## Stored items
======

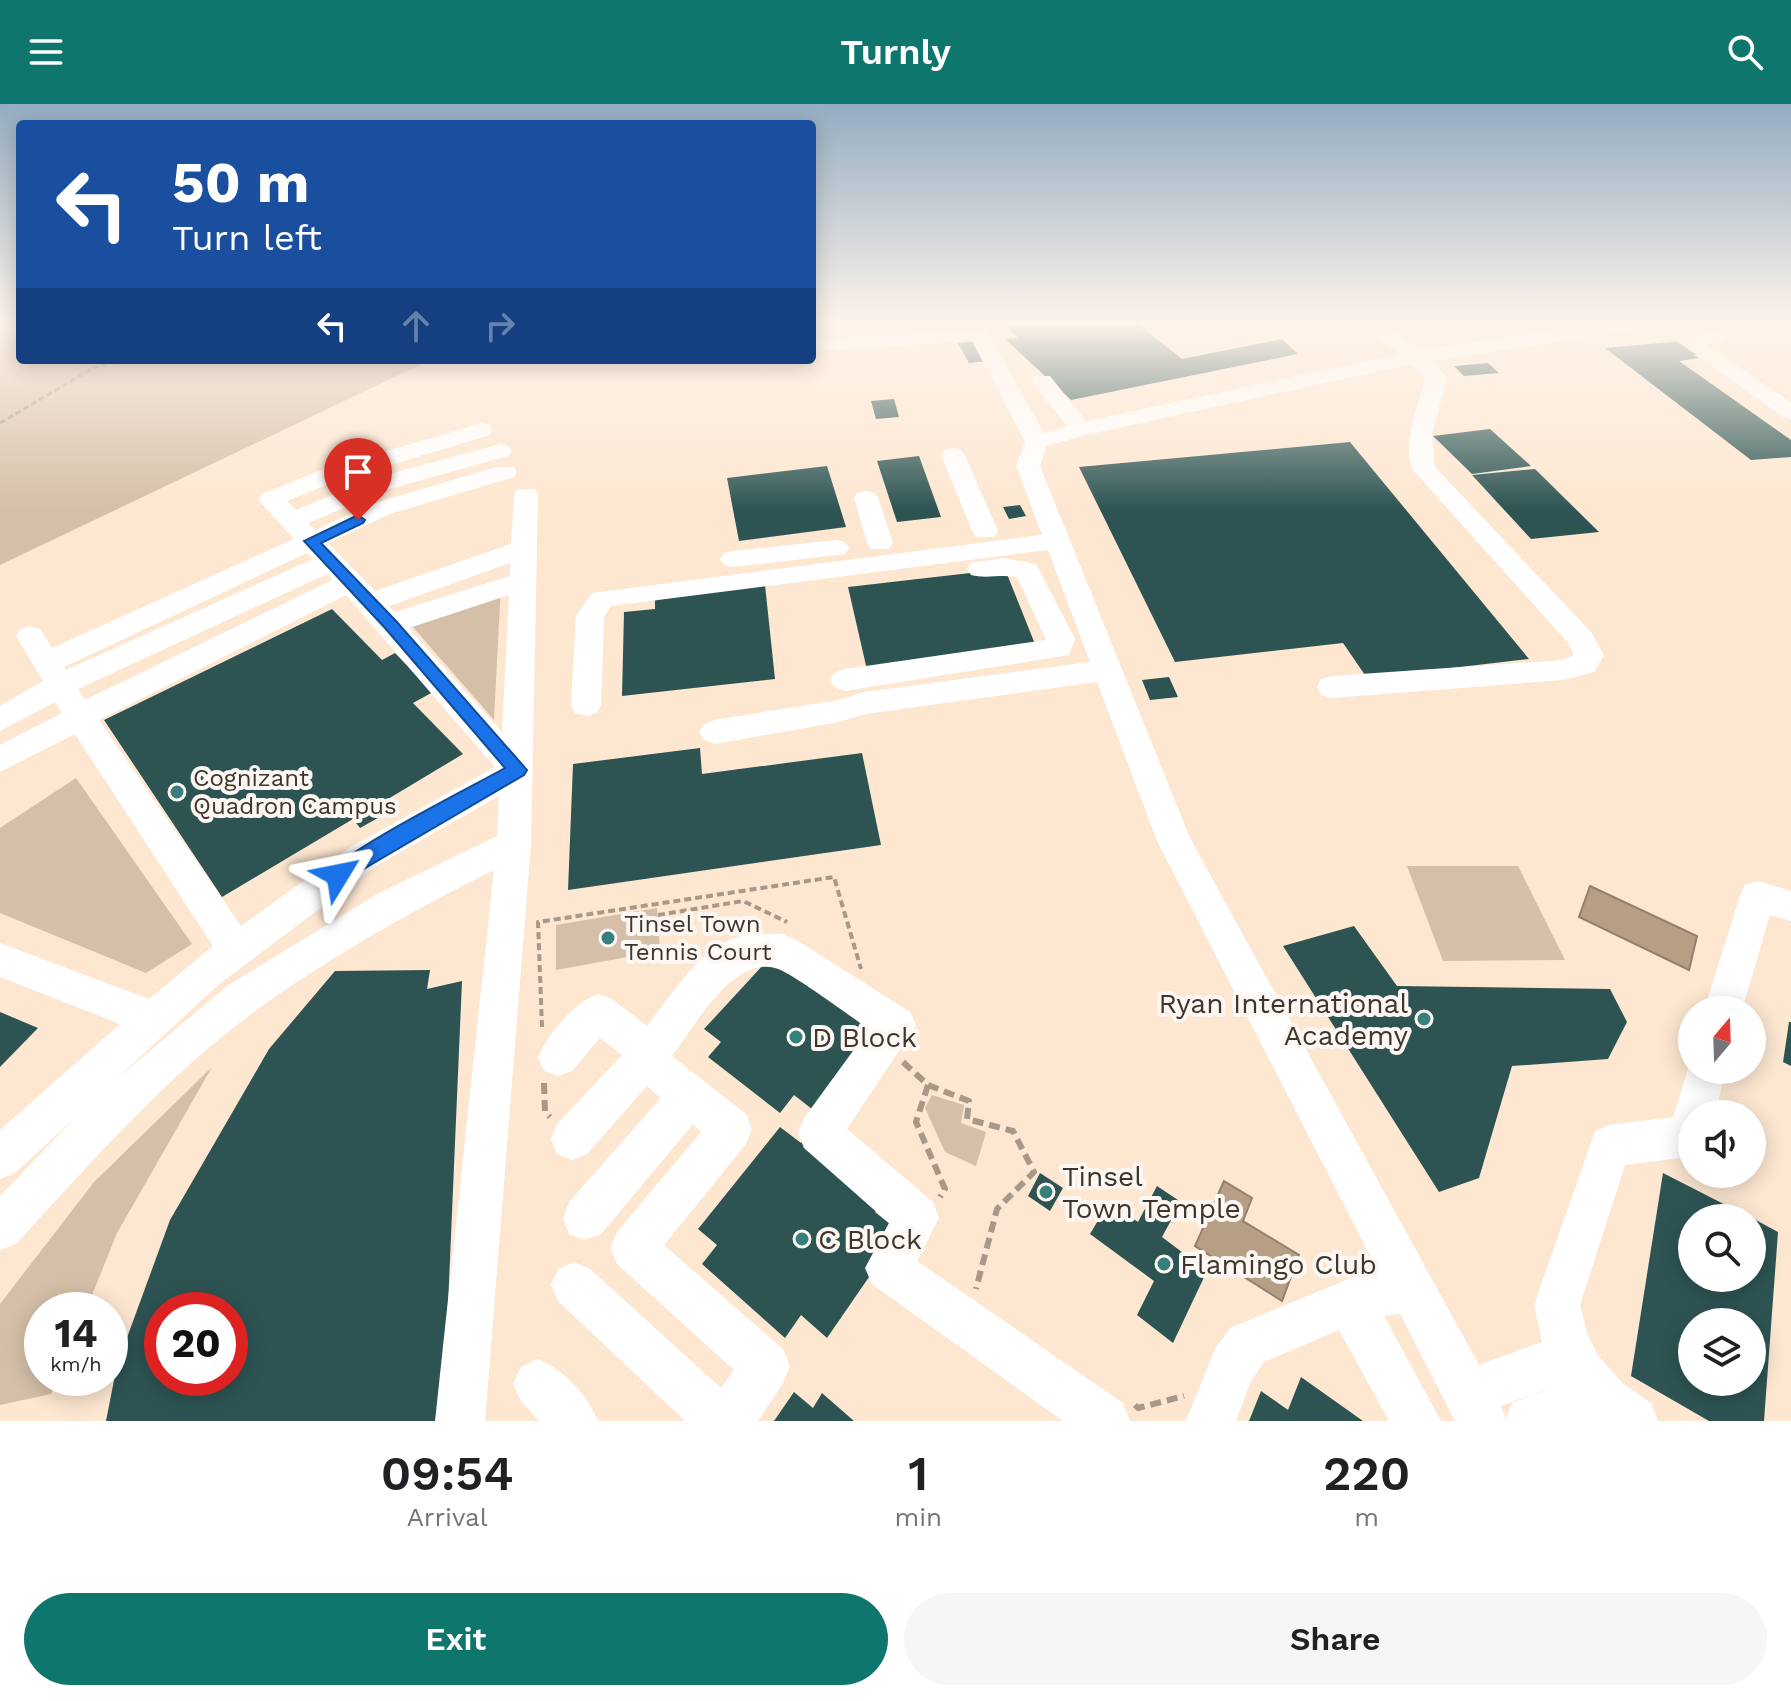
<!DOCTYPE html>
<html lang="en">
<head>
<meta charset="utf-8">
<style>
	:root { --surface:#fff; --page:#f6f6f6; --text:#202124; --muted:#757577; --accent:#0f766e }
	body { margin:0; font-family:"Work Sans",sans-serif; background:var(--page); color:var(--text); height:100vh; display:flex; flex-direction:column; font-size:30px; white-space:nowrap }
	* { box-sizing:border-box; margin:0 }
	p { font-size:26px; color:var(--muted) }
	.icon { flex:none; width:44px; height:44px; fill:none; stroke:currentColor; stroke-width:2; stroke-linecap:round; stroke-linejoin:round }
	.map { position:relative; height:1317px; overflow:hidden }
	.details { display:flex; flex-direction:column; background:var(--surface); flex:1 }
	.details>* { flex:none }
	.banner { position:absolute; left:16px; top:16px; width:800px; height:244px; border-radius:8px; box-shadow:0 4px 20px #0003; background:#1a4fa0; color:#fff; overflow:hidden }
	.needle { width:52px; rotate:19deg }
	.buttons { position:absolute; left:1678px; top:892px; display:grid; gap:16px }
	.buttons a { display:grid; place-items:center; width:88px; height:88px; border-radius:50%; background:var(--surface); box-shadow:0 4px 20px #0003; font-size:40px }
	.speed { position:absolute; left:24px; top:1188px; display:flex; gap:16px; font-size:40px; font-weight:700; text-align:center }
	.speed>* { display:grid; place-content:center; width:104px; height:104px; border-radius:50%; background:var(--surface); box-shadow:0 4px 20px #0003; line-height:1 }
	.speed small { font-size:20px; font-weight:400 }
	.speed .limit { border:12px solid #d22; background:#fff; color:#111 }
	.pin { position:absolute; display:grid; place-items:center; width:68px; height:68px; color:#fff; margin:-82px -34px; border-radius:50% 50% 50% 0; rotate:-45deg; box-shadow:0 0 8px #0007 }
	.pin .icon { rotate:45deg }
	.me { position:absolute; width:88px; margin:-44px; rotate:55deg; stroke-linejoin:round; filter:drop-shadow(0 0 6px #0008) }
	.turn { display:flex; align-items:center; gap:28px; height:168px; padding:0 24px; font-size:36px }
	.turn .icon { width:104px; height:104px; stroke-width:2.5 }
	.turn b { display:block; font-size:56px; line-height:68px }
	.lanes { display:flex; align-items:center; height:76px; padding:0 24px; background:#0003; justify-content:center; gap:40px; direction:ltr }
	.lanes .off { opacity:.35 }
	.eta { display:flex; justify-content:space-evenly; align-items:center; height:136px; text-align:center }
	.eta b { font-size:48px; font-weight:600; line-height:56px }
	.action { display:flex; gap:16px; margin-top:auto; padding:16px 24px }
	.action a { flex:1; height:92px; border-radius:48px; background:var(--accent); color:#fff; font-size:32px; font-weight:600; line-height:92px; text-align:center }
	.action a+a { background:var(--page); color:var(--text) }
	header { display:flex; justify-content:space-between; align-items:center; height:104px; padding:0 24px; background:var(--accent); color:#fff; font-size:36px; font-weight:600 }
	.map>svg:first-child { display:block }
</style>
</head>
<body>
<header><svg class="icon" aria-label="menu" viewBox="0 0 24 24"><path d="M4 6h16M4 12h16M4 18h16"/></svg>Turnly<svg class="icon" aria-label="search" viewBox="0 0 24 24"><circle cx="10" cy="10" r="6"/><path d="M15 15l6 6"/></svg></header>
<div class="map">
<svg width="1791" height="1317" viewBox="0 0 1791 1317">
	<rect width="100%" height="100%" fill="#fde7d1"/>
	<path fill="#d5bfa8" d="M0,221H20V256H430L0,461Z
		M501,480L494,616L405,514Z
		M76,674L192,840L146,869L0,809V724Z
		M1407,762H1518L1565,856L1443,857Z
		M657,804L660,847L556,866V821Z
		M212,963L117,1129L86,1206H42V1274H58L51,1290L0,1301V1200L94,1078Z
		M932,991L964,1001L961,1019L986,1028L976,1062L945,1048L925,1004Z"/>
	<path fill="#b79f86" stroke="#93806b" stroke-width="2" d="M1590,782L1697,832L1689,866L1579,813Z
		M1224,1077L1252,1094L1243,1117L1299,1151L1282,1197L1195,1142Z"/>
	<path fill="#2d5453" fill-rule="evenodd" d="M1005,221H1139L1182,255L1282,235L1298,250L1071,296L1006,236L1018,233Z
		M975,237L987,257L969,259L958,239Z
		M1682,237L1702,250L1693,251L1699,254L1679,257L1791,336V353L1751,356L1605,244Z
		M1488,259L1499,269L1464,272L1454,262Z
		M894,295L899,313L876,315L871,297Z
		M1490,325L1531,362L1472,370L1433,332Z
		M1350,338L1529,555L1367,574L1343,539L1175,558L1079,363Z
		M919,352L941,413L897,418L877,357Z
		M827,362L846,423L739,437L727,374Z
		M1535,365L1599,428L1531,435L1472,371Z
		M1020,401L1026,412L1009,415L1003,403Z
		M1005,465L1037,545L867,566L848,483Z
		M765,481L775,575L622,592L624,508L655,505V492Z
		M332,505L382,556L395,549L433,588L413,599L463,650L378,701L385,710L360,724L353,715L222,793L104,616Z
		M1169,573L1178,593L1150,596L1142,576Z
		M700,644L702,670L862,649L881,741L568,786L573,660Z
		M1354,822L1397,882L1610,885L1627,918L1608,955L1512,962L1479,1074L1439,1088L1283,842Z
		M777,846L882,927L817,1009L794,991L780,1009L708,953L721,938L704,925Z
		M430,866L427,885L462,877L443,1317H106L117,1261L170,1116L269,945L335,867ZM162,1206H230V1274H162Z
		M0,908L38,924L0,963Z
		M1789,918H1791V962L1783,958Z
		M780,1023L801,1039L808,1030L887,1090L875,1108L900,1128L827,1234L801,1211L785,1234L702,1160L717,1141L698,1125Z
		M1040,1069L1063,1084L1050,1107L1028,1092Z
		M1663,1069L1751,1114H1692V1174H1752V1114L1778,1128L1764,1317H1709L1631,1272ZM1692,1218H1752V1278H1692Z
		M1157,1082L1181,1098L1162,1133L1207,1167L1173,1239L1137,1211L1154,1177L1090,1130L1109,1098L1138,1118Z
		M1301,1273L1363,1317H1249L1261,1287L1288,1306Z
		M794,1288L813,1304L822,1289L854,1317H774Z"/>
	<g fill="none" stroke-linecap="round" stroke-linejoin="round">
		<path stroke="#a79888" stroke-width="3" stroke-dasharray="6 3" stroke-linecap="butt" d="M0,319L93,264L125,256"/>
		<path stroke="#a79888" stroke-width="4" stroke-dasharray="7 4" stroke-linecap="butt" d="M658,811L743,797L787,818
			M542,923L538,818L834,773L861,865"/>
		<path stroke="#a79888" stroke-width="6" stroke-dasharray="11 6" stroke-linecap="butt" d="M903,958L928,981L916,1018L945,1085L940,1093
			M544,979L545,1008L550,1013
			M928,981L969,997L967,1015L1013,1027L1034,1068L997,1105L976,1185
			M1135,1301L1138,1304L1184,1292"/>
		<path fill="#fff" fill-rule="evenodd" d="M1361,221H1385L1421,246L1586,221H1638L1628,227L1432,257L1447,273L1432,331L1435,363L1591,528L1604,551L1594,568L1563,576L1332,594L1321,591L1317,583L1321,575L1332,572L1563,556L1574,551L1569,540L1412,365C1402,333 1419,305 1425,274L1412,260L1086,331L1047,342L1040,362L1190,734L1479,1261L1542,1238L1534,1201L1595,1027L1610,1021L1673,1013L1692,952V966H1726L1715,1010H1692V1049L1679,1054L1625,1061L1580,1201L1588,1232L1598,1251L1622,1279L1651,1299L1658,1317H1455L1400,1210L1384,1212L1441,1317H1389L1339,1226L1264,1258L1251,1277L1236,1317H1186L1215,1245L1230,1224L1363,1169L1378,1167L1157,737L1097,578L865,610L839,618L715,640L704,636L699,628L704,620L715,616L838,596L864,588L1090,558L1048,446L611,502L604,513L601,601L597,609L586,612L575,609L571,601L576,512L592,489L1042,431L1016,362L1025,338L972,237L812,247V235L986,226L1044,329L1067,322L1031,277L1034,272H1050L1086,317L1400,250ZM1561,1280L1512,1299L1506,1315L1501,1302Z
			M1716,227L1723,229L1726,233L1723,237L1706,241L1791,298V315L1783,313L1677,237L1680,233Z
			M482,319L490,321L493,326L490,331L334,378L287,397L296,406L371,375L500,340L508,342L512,347L508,352L389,385L308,419L315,426L372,400L496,363H514L517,368L514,373L390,410L328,439L375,487L511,440L514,390L517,385H535L538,390L531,740L485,1317H435L494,766C412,807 329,853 254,908C165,973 91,1059 16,1140L0,1146V1092L75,1014L15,1069L0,1075V1026L120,920L0,873V839L149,895L213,842L75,630L0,668V641L62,609L55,598L0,627V602L43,577L16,532L20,525L30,522L40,525L52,544L294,435L262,400L259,395L262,390L316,368ZM307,449L313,455L66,566L64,563ZM510,459V472L395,508L389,502ZM327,470L332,476L85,596L78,585ZM346,491L495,663L352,742L241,822L99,616ZM509,491L502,628L409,524ZM499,692L497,732L379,789L227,882L112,979L217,882L376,762Z
			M953,344L961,346L965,351L998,427L994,433H976L972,427L941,351L945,346Z
			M866,387L875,389L878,394L893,439L889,445H871L867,439L854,394L857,389Z
			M836,436L845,438L849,444L845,450L733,463L724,461L720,455L724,449L733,447Z
			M1004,454L1036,460L1075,535L1069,551L845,587L834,583L830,576L834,569L845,565L1046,536L1017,473C1001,470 986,475 971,471L967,465L971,459Z
			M1758,777L1791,787V817L1770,811L1742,906H1704L1740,792L1745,781Z
			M782,830L795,835L910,908L916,921L847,1025L933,1098L939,1114L917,1157L1123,1299L1130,1317H1063L872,1180L865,1164L889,1119L804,1044L798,1029L804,1014L869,925C852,914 790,867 775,864C732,853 695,922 672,952L746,1010L752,1025L746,1040L664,1141L783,1245L790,1262L783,1279L758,1317H685L558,1197L551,1181L558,1165L574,1158L590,1165L721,1284L734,1266L617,1160L610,1144L617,1128L701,1028L693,1020L601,1130L585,1136L569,1130L563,1114L569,1098L661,994L647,982L587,1050L572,1056L557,1050L551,1035L557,1020L622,951L600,934L572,967L558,972L544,967L538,953C548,929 574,899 598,890L612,895L647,922C671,892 698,845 737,833C751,829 768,831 782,830Z
			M538,1255C565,1267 587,1290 598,1317H539L521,1297L513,1280L521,1263Z"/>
	</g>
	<linearGradient id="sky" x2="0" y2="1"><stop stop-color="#94acc1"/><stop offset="0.54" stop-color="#fef4ea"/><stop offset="1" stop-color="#fef4ea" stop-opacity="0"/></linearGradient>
	<rect width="1791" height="406" fill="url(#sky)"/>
	<path fill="#1a73e8" stroke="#114b97" stroke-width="2" d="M358,411L365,416L363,419L321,439L396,517L527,666L524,671L338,780L331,777L328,771C339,749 475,681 505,664L385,524L304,437Z"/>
	<g fill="#377f7d" stroke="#fcf7f3" stroke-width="3">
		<circle cx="177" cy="688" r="8"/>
		<circle cx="608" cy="834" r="8"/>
		<circle cx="1424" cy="915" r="8"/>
		<circle cx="796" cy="933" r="8"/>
		<circle cx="1046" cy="1088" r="8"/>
		<circle cx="802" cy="1135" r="8"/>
		<circle cx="1164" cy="1160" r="8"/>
	</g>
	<g text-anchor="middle" stroke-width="8" stroke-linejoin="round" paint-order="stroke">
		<g font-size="24" fill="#3e362d" stroke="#fcf7f3" text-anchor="start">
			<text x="193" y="682">Cognizant<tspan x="193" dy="28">Quadron Campus</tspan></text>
			<text x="624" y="828">Tinsel Town<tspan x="624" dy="28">Tennis Court</tspan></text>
		</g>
		<g font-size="28" fill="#3e362d" stroke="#fcf7f3" text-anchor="start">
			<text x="1408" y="909" text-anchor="end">Ryan International<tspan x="1408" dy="32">Academy</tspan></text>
			<text x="812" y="943">D Block</text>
			<text x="1062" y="1082">Tinsel<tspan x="1062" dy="32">Town Temple</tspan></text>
			<text x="818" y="1145">C Block</text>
			<text x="1180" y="1170">Flamingo Club</text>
		</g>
	</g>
</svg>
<div class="buttons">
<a><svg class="needle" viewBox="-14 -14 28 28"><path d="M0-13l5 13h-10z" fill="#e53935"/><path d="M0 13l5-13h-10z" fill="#757577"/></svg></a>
<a><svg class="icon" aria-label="sound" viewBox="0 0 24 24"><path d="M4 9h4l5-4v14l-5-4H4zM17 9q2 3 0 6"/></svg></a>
<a><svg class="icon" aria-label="search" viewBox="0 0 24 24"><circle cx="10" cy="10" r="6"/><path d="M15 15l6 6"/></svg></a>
<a><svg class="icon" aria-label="layers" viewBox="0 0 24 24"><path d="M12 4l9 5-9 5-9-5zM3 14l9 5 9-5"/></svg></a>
</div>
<div class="speed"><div>14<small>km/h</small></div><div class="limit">20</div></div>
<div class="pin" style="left:358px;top:416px;background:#d93025"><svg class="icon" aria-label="arrive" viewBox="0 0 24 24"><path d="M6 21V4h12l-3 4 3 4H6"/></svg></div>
<svg class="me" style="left:338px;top:771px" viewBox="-20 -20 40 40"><path d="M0-17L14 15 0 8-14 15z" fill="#1a73e8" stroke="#fff" stroke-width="4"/></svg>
<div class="banner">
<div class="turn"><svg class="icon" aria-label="left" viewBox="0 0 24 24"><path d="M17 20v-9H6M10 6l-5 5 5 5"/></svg><div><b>50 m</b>Turn left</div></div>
<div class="lanes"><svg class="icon" aria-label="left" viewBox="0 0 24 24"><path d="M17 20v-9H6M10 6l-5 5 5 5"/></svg><svg class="icon off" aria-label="ahead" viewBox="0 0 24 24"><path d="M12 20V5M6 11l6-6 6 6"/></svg><svg class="icon off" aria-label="right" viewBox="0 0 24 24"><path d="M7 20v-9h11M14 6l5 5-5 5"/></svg></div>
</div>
</div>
<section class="details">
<div class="eta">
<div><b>09:54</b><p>Arrival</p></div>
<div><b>1</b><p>min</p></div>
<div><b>220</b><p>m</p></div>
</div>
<div class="action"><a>Exit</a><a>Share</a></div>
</section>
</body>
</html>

======

## EXERCISE AIM
Give the lines again exactly, beginning with the first line of the records above and ending with the line that contains "position:relative; height:1317px; overflow:hidden", and include no pictures.

## SOLUTION
<!DOCTYPE html>
<html lang="en">
<head>
<meta charset="utf-8">
<style>
	:root { --surface:#fff; --page:#f6f6f6; --text:#202124; --muted:#757577; --accent:#0f766e }
	body { margin:0; font-family:"Work Sans",sans-serif; background:var(--page); color:var(--text); height:100vh; display:flex; flex-direction:column; font-size:30px; white-space:nowrap }
	* { box-sizing:border-box; margin:0 }
	p { font-size:26px; color:var(--muted) }
	.icon { flex:none; width:44px; height:44px; fill:none; stroke:currentColor; stroke-width:2; stroke-linecap:round; stroke-linejoin:round }
	.map { position:relative; height:1317px; overflow:hidden }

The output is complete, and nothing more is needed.